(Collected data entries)
##########

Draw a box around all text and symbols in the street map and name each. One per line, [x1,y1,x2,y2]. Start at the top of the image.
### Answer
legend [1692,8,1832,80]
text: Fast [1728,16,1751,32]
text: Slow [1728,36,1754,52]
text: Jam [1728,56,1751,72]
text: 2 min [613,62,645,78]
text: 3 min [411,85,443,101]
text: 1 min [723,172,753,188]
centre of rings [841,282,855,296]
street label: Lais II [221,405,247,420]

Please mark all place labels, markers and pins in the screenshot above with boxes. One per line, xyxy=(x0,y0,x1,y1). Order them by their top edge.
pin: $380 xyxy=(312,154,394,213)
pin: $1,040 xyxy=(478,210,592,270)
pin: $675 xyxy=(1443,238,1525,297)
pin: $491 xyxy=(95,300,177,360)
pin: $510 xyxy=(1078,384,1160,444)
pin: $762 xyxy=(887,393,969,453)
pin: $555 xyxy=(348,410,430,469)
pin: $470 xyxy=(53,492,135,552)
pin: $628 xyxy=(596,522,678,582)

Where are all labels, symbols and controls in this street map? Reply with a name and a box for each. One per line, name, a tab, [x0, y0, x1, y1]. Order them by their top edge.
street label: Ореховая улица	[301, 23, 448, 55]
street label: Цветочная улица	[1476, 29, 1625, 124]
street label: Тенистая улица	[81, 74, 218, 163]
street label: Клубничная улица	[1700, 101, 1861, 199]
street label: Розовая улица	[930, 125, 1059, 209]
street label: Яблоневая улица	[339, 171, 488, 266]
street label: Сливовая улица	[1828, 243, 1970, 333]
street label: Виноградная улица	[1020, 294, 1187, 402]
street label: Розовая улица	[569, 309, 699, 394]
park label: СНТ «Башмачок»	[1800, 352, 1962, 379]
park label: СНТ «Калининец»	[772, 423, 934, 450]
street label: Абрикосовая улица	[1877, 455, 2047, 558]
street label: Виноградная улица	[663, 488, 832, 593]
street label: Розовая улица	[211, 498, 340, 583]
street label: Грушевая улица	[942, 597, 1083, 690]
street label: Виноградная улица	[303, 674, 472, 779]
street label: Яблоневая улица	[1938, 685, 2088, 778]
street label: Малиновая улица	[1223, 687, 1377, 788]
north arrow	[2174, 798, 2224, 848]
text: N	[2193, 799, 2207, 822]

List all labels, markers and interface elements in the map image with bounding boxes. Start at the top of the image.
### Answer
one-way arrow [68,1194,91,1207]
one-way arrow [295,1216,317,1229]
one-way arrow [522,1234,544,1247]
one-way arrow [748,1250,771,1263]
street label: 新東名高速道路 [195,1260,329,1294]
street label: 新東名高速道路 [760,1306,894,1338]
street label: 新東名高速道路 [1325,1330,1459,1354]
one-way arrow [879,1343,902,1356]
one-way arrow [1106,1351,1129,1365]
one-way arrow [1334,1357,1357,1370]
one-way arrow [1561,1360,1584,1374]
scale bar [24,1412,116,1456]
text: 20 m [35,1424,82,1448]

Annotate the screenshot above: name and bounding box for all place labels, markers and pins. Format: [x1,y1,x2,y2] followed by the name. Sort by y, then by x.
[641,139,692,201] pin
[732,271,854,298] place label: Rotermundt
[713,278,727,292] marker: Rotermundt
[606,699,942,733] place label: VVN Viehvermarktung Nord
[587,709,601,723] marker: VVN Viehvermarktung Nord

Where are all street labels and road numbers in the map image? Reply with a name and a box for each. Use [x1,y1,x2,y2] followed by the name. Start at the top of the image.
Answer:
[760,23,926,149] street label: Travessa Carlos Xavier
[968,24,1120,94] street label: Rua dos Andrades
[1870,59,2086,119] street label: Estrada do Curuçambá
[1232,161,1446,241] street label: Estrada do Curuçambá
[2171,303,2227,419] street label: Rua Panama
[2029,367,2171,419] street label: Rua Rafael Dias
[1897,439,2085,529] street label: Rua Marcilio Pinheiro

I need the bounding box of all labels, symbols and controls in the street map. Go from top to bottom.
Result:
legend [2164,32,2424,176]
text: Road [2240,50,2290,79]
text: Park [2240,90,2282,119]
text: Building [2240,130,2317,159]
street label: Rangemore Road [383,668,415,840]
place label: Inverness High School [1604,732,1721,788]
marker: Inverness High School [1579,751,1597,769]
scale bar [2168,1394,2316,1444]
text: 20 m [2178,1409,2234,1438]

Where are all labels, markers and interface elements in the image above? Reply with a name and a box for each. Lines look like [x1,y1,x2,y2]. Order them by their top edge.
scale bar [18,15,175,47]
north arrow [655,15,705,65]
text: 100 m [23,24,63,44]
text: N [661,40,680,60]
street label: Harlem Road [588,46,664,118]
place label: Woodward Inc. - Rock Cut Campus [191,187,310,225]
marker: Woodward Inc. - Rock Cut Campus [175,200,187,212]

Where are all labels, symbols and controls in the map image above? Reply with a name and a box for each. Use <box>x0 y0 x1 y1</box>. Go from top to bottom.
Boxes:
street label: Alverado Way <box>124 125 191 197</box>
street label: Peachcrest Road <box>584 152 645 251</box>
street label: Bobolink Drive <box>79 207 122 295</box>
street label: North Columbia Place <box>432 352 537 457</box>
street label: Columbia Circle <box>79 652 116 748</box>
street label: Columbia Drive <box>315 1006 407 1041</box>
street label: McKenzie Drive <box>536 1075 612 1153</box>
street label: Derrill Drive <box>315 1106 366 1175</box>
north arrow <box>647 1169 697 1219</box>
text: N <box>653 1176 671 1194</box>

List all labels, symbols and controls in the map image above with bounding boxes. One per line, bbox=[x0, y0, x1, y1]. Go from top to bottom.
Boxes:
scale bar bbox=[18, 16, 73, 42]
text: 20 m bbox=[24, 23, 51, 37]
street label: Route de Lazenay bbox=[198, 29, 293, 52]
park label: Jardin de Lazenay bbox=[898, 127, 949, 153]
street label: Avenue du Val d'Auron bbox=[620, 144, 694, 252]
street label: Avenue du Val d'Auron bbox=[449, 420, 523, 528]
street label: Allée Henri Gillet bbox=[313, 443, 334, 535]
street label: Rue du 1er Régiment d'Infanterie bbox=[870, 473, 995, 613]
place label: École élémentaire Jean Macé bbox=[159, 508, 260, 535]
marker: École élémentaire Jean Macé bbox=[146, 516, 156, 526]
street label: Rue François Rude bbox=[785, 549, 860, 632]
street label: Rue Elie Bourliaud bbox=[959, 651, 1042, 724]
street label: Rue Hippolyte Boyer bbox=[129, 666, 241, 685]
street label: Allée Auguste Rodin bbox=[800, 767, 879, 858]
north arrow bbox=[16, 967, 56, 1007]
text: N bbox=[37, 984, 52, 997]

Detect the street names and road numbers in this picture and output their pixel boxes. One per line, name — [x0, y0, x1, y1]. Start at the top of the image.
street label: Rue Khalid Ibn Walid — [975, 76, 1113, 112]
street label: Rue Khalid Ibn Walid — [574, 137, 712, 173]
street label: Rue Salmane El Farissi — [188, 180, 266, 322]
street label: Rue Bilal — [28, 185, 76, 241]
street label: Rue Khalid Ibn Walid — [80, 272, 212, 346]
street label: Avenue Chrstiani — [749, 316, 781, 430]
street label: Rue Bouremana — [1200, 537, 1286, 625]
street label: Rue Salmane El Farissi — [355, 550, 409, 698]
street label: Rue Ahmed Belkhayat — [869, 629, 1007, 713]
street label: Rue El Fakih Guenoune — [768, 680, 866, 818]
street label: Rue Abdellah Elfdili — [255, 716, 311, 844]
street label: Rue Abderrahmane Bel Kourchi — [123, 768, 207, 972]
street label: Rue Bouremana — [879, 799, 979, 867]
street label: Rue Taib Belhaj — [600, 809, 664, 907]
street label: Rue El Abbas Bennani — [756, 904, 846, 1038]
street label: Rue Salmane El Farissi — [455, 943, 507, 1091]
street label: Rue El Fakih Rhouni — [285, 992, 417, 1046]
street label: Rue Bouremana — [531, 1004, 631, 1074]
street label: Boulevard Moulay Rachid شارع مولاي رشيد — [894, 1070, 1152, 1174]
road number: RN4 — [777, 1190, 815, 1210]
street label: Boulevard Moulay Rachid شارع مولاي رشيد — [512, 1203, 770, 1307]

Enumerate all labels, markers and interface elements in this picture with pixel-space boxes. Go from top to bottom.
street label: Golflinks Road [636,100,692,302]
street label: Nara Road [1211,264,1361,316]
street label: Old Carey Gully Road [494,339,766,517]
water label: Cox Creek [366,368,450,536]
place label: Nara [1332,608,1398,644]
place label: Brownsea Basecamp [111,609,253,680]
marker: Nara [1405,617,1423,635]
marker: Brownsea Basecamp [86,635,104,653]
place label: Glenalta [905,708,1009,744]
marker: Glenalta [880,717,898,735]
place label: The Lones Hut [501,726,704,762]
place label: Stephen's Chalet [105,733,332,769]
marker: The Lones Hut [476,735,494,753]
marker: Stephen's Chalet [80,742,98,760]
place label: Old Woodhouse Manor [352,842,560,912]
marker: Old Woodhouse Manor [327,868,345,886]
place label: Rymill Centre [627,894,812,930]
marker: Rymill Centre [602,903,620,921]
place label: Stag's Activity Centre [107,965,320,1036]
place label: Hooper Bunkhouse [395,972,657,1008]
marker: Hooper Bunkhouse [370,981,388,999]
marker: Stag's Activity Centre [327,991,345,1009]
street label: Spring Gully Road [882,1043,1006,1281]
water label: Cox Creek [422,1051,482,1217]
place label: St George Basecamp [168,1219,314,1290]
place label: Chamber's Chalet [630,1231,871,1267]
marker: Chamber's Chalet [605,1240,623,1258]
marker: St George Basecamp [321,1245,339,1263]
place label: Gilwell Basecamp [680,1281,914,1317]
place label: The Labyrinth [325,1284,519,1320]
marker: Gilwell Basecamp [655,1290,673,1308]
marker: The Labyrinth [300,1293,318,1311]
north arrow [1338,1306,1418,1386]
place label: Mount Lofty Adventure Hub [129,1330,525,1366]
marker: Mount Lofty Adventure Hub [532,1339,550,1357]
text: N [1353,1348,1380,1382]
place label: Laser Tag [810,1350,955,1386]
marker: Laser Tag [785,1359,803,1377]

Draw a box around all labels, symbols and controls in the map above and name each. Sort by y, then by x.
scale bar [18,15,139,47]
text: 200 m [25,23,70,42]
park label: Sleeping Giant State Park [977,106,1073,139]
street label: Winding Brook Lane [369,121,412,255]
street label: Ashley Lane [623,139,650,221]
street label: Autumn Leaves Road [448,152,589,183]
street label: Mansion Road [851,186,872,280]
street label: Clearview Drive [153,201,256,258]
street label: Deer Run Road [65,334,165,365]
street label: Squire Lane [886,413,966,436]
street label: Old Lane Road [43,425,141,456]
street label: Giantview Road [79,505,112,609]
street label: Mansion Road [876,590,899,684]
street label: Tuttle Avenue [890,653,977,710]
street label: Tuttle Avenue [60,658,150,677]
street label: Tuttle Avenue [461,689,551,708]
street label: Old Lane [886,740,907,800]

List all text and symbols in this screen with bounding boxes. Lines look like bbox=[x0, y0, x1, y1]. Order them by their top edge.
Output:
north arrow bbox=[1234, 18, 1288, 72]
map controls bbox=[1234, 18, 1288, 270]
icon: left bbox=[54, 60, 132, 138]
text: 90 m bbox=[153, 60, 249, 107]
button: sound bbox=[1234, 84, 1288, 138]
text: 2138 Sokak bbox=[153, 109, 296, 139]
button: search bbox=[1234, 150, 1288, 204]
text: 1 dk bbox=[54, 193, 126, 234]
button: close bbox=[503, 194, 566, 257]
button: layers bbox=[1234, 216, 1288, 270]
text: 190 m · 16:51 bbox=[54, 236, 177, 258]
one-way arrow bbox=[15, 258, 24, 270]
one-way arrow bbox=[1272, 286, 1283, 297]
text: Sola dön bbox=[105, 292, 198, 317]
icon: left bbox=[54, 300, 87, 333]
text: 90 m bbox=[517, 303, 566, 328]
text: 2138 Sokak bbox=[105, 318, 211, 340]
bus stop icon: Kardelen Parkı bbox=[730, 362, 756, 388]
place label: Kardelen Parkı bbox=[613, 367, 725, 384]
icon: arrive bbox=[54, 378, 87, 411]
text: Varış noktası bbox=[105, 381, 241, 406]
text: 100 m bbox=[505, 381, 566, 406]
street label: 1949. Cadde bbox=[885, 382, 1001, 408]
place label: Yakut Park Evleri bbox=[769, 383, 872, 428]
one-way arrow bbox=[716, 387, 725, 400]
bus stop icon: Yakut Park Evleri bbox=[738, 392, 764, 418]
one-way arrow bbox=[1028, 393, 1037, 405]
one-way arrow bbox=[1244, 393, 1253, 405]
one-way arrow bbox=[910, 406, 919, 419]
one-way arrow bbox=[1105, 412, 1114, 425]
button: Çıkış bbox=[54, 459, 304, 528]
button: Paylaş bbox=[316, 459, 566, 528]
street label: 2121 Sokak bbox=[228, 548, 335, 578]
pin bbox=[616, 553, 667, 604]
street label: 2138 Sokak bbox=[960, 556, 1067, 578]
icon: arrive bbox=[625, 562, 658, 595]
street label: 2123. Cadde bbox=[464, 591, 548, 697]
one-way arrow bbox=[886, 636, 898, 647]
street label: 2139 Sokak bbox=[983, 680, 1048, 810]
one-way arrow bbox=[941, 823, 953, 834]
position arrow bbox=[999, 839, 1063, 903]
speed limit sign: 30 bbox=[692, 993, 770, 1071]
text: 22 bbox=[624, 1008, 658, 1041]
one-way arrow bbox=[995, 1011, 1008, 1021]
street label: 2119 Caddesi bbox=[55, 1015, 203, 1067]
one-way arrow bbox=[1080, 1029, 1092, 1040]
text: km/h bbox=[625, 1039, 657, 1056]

##########

> [What is required]: Each line above that holds the string "List" should be copied and shown.

> [Response to this task]:
List all labels, markers and interface elements in the map image with bounding boxes. Start at the top of the image.
List all labels, symbols and controls in the map image above with bounding boxes. One per line, bbox=[x0, y0, x1, y1]. Go from top to bottom.
List all text and symbols in this screen with bounding boxes. Lines look like bbox=[x0, y0, x1, y1]. Order them by their top edge.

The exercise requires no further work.